Declaring conditions in the multiverse

Abhraneel Sarma

2022-07-02

library(knitr)
library(dplyr)
library(tidyr)
library(ggplot2)
library(purrr)
library(broom)
library(gganimate)
library(cowplot)
library(multiverse)

The data

We will be using the same data as the vignette: A complete implementation of a multiverse analysis (see vignette("complete-multiverse-analysis")).

data("durante")

df_durante <- durante %>%
  mutate(
    Abortion = abs(7 - Abortion) + 1,
    StemCell = abs(7 - StemCell) + 1,
    Marijuana = abs(7 - Marijuana) + 1,
    RichTax = abs(7 - RichTax) + 1,
    StLiving = abs(7 - StLiving) + 1,
    Profit = abs(7 - Profit) + 1,
    FiscConsComp = FreeMarket + PrivSocialSec + RichTax + StLiving + Profit,
    SocConsComp = Marriage + RestrictAbortion + Abortion + StemCell + Marijuana
  )

Specifying conditions in the multiverse analysis

In a multiverse analysis, it may occur that the value of one variable might depend on the value of another variable defined previously. For example, in our example, we are excluding participants based on their cycle length. This can be done in two ways: we can use the values of the variable,ComputedCycleLength or ReportedCycleLength. If we are using ComputedCycleLength to exclude participants, this means that we should not calculate the variable NextMenstrualOnset (date for the onset of the next menstrual cycle) using the ReportedCycleLength value. Similarly, if we are using ReportedCycleLength to exclude participants it is inconsistent to calculate NextMenstrualOnset using ComputedCycleLength.

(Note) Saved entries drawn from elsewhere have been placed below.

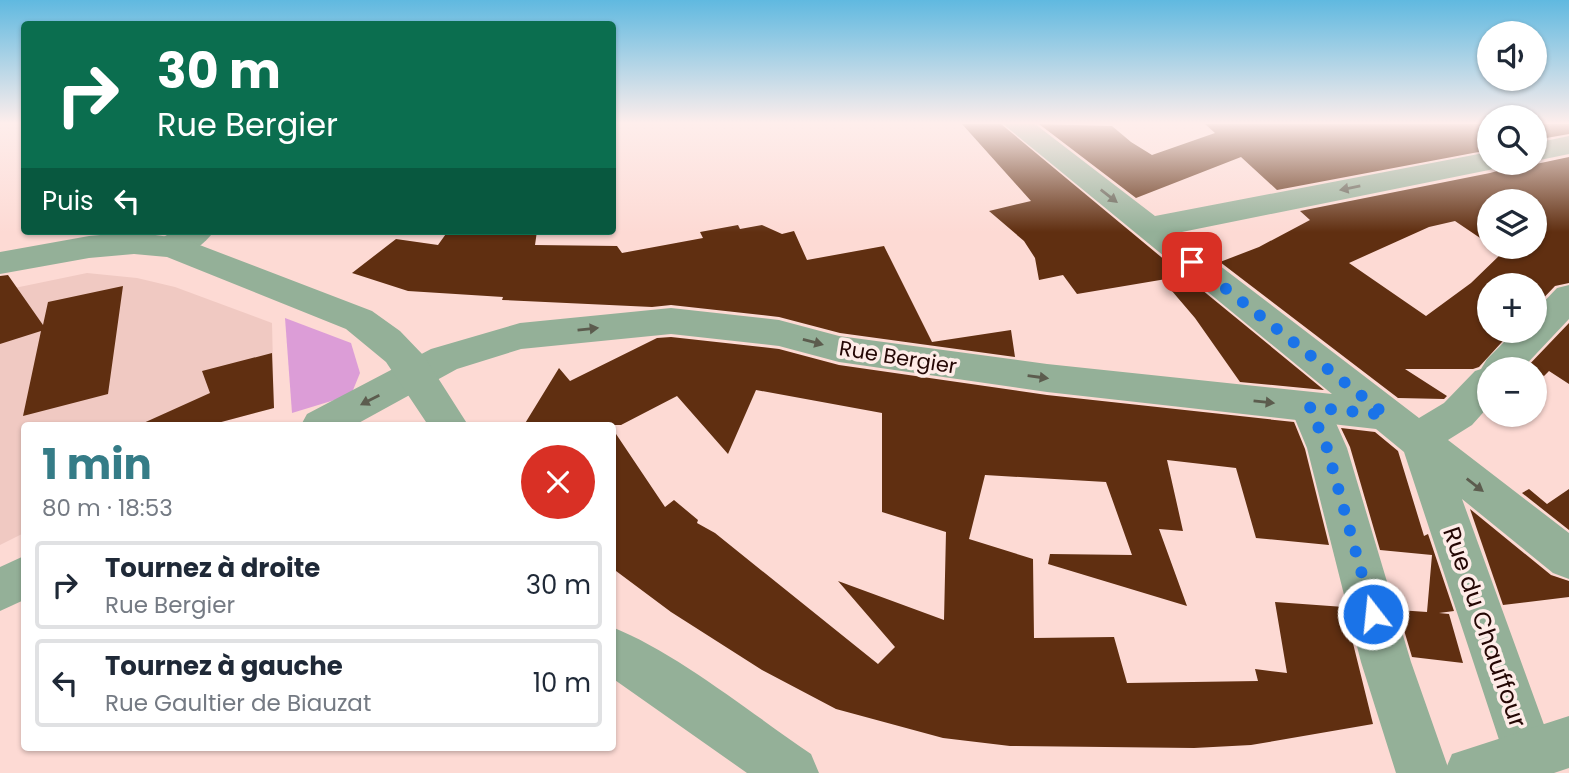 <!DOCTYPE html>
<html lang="fr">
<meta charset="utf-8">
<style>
body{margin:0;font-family:Poppins,sans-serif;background:#f2f2f3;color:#1f2937;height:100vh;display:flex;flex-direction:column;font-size:26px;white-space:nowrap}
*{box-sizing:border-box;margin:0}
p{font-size:23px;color:#747a83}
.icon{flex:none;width:38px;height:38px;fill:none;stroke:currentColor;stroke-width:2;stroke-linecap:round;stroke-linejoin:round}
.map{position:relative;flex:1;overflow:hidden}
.panel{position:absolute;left:21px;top:422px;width:595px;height:329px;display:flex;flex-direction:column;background:#fff;border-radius:7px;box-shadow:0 2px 5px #0004}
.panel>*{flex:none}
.banner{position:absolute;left:21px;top:21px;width:595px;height:214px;border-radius:7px;box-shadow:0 2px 5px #0004;background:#0b6e4f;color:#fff;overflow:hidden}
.controls{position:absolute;left:1477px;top:21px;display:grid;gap:14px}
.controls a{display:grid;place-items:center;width:70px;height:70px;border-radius:50%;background:#fff;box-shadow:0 2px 5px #0004;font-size:35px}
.pin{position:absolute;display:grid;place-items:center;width:60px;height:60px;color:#fff;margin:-30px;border-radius:14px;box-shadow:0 4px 10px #0006}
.me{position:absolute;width:77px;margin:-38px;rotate:344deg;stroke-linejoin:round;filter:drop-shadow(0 0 5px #0008)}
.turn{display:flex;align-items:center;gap:24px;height:147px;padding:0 21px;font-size:32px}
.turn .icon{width:91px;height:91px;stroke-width:2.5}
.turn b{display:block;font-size:49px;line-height:60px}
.then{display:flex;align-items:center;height:66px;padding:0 21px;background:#0003;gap:14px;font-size:26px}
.round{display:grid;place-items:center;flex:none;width:74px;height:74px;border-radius:37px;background:#f2f2f3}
.head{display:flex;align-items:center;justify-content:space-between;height:119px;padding:0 21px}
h1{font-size:42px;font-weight:700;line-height:52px;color:#357c87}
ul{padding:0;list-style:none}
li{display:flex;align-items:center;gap:21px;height:88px;margin:0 14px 10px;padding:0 7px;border:4px solid #e0e1e3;border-radius:7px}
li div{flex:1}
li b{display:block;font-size:26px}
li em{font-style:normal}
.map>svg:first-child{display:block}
.built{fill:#f0c9c2}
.green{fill:#dc9dd7}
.building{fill:#602f11;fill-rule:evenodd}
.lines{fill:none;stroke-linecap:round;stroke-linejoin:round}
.pedestrian{fill:#94b098;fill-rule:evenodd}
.minor{fill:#94b098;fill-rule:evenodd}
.tertiary{fill:#94b098;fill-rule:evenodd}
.oneway{fill:#5c5c4e}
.route{stroke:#1a73e8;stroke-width:12;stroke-dasharray:0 21.6}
.labels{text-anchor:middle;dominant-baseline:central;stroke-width:7;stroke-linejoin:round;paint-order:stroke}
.street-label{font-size:21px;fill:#240704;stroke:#feece8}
.near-street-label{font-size:24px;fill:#240704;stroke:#feece8}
</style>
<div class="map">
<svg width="1569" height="773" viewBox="0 0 1569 773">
<rect width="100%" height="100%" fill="#fddad4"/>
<polygon class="built" points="87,273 137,278 175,287 272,323 274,408 210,425 24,425 24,533 0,545 0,291"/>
<polygon class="green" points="285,318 351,343 360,373 351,395 292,413"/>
<g class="building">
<polygon points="962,124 1001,124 1184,276 1077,294 1063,275 1039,280 1035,258 1024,241 989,211 1031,201"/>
<polygon points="1039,124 1112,126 1131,142 1152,155 1215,133 1205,124 1489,124 1489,150 1277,190 1241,157 1136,198"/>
<polygon points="1535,124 1569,124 1569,134 1535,140"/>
<path d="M1569 157V283L1555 286 1535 307V285H1489V331H1512L1479 367 1473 369H1405L1447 396 1444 399 1398 398 1220 262 1259 247 1310 220 1300 211 1490 173 1501 170 1506 163 1536 164ZM1489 201H1535V247H1493L1502 253 1471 283 1426 316 1349 263 1429 227 1455 221 1489 244Z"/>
<polygon points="738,225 740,229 762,225 782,234 794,231 807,260 884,246 932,342 1011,330 1015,357 840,333 779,317 671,305 652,307 502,300 503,297 408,291 352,273 396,239 438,245 448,231 537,231 535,245 617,246 622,253 703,238 700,232"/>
<polygon points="8,275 43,325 48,302 123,286 108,394 23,416 41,331 0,344 0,276"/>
<polygon points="1185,276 1324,390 1240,382 1195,318 1166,284"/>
<polygon points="1569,323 1569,384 1549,371 1544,376 1535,369 1525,369"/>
<polygon points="671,337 779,349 839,365 1047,395 1294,422 1305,449 1329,545 1256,538 1236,468 1167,460 1183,531 1159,529 1187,606 1048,564 1050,554 1132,555 1106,482 985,475 969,539 1033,559 1034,638 1114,637 1127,683 1258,681 1255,669 1287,673 1275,602 1344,607 1373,724 1251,745 1194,748 1010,746 943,738 836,709 762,670 671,612 612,568 612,428 665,507 674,500 698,520 697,523 715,533 878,664 895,647 838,581 944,620 946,532 882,512 882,413 756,390 728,454 677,396 621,425 524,425 559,368 570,381 657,338"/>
<polygon points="272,353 274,408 210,425 139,425 210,393 202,371"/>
<polygon points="1341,428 1375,432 1398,451 1424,536 1428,534 1454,611 1439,613 1449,614 1463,663 1412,657 1398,610 1427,612 1432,555 1380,550 1350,447"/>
<polygon points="1529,489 1547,504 1569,489 1569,530 1522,493"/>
<polygon points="1470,509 1551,575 1569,581 1569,597 1503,605"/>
</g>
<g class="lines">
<polygon class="pedestrian" points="1310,392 1324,396 1347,448 1411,662 1450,773 1396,773 1361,662 1307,448 1290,407 1296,396"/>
<g class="minor">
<polygon points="1003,124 1035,124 1155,216 1489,152 1489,163 1503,163 1500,167 1489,170 1177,233 1419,418 1444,403 1475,371 1481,369 1487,359 1515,331 1535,331 1535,311 1557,288 1569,285 1569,319 1522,369 1489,369 1489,406 1472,425 1448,440 1569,533 1569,579 1553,573 1462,499 1555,755 1548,773 1510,773 1404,452 1376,429 1047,392 839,362 779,346 671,334 521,349 457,369 355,425 301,425 307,414 431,349 520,323 671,308 779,320 839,336 1047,364 1332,394"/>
<polygon points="1569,136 1569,154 1535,161 1535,143"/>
<path d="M174 231H214C203 248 180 260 160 255L155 247 160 239Z"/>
<polygon points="24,556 24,600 0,611 0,567"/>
</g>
<g class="tertiary">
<polygon points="134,232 184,239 372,311 400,331 424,356 468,425 428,425 386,362 346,329 167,257 134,254 89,258 0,274 0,252 89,236"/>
<path d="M612 627C677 653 752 714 811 754L819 773H747L612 678Z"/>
<polygon points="1569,716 1569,768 1554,773 1444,773 1452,754"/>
</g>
</g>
<defs><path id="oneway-solid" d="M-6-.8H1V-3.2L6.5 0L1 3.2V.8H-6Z" transform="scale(1.75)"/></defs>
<g class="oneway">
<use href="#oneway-solid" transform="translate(1350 188) rotate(169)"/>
<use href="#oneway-solid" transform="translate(1109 196) rotate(38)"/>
<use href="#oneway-solid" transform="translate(588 329) rotate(-6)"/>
<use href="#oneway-solid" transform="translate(813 342) rotate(15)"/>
<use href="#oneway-solid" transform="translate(1038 377) rotate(8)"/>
<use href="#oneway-solid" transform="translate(370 400) rotate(153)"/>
<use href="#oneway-solid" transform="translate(1264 402) rotate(6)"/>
<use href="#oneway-solid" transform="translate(1475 485) rotate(38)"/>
</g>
<linearGradient id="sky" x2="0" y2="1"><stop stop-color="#60b9e0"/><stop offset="0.53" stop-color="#feeeec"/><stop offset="1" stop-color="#feeeec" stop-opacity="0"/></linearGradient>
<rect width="1569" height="232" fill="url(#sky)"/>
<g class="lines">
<polyline class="route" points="1192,262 1386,415 1310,407 1327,448 1373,614"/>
</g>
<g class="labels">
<g class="street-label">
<text transform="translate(898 357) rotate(9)">Rue Bergier</text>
</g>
<g class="near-street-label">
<text transform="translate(1485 627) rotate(71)">Rue du Chauffour</text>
</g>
</g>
</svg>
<div class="controls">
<a><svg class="icon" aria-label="sound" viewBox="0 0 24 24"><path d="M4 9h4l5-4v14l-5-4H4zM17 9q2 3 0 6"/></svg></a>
<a><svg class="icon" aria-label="search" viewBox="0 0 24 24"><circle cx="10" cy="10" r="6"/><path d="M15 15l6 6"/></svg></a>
<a><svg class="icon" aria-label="layers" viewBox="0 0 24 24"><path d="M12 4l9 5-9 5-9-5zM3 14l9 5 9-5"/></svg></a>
<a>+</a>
<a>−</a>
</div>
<div class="pin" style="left:1192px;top:262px;background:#d93025"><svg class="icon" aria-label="arrive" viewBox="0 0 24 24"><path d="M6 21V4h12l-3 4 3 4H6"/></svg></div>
<svg class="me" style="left:1373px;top:614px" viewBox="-20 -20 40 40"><circle r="17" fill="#1a73e8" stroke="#fff" stroke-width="3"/><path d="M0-11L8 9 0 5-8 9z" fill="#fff"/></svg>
<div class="banner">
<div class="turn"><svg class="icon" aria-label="right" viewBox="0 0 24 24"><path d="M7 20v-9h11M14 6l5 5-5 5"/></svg><div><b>30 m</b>Rue Bergier</div></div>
<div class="then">Puis<svg class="icon" aria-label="left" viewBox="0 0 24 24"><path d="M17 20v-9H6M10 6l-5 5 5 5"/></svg></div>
</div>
<section class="panel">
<div class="head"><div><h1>1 min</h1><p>80 m · 18:53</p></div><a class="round" style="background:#d93025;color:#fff"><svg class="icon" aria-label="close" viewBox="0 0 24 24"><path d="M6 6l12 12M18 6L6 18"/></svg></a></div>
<ul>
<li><svg class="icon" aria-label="right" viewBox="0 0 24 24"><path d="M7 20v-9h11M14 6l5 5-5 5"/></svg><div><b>Tournez à droite</b><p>Rue Bergier</p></div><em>30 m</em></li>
<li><svg class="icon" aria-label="left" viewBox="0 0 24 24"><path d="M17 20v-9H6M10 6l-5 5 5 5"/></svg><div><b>Tournez à gauche</b><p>Rue Gaultier de Biauzat</p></div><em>10 m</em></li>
</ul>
</section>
</div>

We should be able to express these conditions in the multiverse. We can do this in two ways: 1. %when%: when declaring a branch, we can use this operator to specify the conditional \(A | B\) as A %when% B. The conditional \(A | B\) is also referred to as the connective \(A \implies B\). This has the meaning “if A is true, then B is also true” and is an abbreviation for \(\neg A | B\) 2. branch_assert: this function allows the user to specify any condition in the form of a logical operation

The %when% operator

There are two ways in which you can specify the %when% operator. The first is to specify it at the end of the branch. This will work even if you omit the branch option name.

df <- df %>%
    mutate(NextMenstrualOnset = branch(menstrual_calculation,
        "mc_option1" ~ (StartDateofLastPeriod + ComputedCycleLength) %when% (cycle_length != "cl_option3"),
        "mc_option2" ~ (StartDateofLastPeriod + ReportedCycleLength) %when% (cycle_length != "cl_option2"),
        "mc_option3" ~ StartDateNext)
    )

The other is to specify it at the head of the branch, right after the option name:

df %>%
    mutate(NextMenstrualOnset = branch(menstrual_calculation,
        "mc_option1" %when% (cycle_length != "cl_option3") ~ StartDateofLastPeriod + ComputedCycleLength,
        "mc_option2" %when% (cycle_length != "cl_option2") ~ (StartDateofLastPeriod + ReportedCycleLength),
        "mc_option3" ~ StartDateNext)
    )

Note: In this example we will be using the inside syntax to enter code into the multiverse, instead of multiverse code blocks to highlight the syntax of the conditional declaration as multiverse code blocks shows the code for a universe, and hides the actual code declared by the user.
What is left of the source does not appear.